EXERCISE DETAILS: Produce a copy of every line in the records that holds the string "structured".

=-=-=

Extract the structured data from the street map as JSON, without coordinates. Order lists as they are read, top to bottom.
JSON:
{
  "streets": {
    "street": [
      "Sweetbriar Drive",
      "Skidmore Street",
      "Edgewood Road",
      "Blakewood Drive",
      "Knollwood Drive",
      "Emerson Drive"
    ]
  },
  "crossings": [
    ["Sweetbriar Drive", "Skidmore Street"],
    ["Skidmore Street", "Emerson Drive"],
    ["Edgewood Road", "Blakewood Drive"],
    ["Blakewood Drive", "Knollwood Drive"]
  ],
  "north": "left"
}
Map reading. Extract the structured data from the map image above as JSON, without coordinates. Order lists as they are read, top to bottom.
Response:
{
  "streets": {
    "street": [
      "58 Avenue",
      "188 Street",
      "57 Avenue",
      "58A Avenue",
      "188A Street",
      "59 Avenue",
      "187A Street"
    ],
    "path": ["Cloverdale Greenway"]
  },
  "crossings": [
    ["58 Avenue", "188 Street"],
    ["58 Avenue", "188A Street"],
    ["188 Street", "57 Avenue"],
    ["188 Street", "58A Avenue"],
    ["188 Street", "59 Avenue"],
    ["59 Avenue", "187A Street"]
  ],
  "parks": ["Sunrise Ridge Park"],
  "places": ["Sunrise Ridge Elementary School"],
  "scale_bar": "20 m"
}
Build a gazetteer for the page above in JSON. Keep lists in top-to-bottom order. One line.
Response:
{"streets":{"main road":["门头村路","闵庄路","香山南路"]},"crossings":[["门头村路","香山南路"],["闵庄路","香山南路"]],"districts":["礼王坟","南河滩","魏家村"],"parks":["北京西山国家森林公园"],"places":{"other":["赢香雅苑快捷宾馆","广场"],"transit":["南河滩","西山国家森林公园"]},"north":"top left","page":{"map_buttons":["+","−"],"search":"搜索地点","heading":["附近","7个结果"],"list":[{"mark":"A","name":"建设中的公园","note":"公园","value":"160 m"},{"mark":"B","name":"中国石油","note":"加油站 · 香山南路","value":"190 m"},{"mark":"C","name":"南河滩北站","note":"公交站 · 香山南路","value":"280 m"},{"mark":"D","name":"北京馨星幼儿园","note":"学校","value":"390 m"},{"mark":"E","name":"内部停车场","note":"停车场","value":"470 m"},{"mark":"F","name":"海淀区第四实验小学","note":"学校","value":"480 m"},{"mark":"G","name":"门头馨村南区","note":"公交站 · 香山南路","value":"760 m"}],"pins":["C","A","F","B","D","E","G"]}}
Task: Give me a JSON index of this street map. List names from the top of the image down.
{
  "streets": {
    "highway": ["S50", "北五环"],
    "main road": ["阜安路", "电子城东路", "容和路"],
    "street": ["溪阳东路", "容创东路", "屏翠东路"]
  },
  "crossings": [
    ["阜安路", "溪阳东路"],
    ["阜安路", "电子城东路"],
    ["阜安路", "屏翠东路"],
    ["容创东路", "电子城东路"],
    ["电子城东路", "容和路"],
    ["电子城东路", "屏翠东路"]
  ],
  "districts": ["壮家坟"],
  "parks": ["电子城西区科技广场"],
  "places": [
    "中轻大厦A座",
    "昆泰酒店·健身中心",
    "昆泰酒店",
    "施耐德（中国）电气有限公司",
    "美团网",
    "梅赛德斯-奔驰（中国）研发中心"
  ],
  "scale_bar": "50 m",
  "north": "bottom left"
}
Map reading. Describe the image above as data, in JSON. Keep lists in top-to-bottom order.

=-=-=

YOUR RESPONSE:
Extract the structured data from the street map as JSON, without coordinates. Order lists as they are read, top to bottom.
Map reading. Extract the structured data from the map image above as JSON, without coordinates. Order lists as they are read, top to bottom.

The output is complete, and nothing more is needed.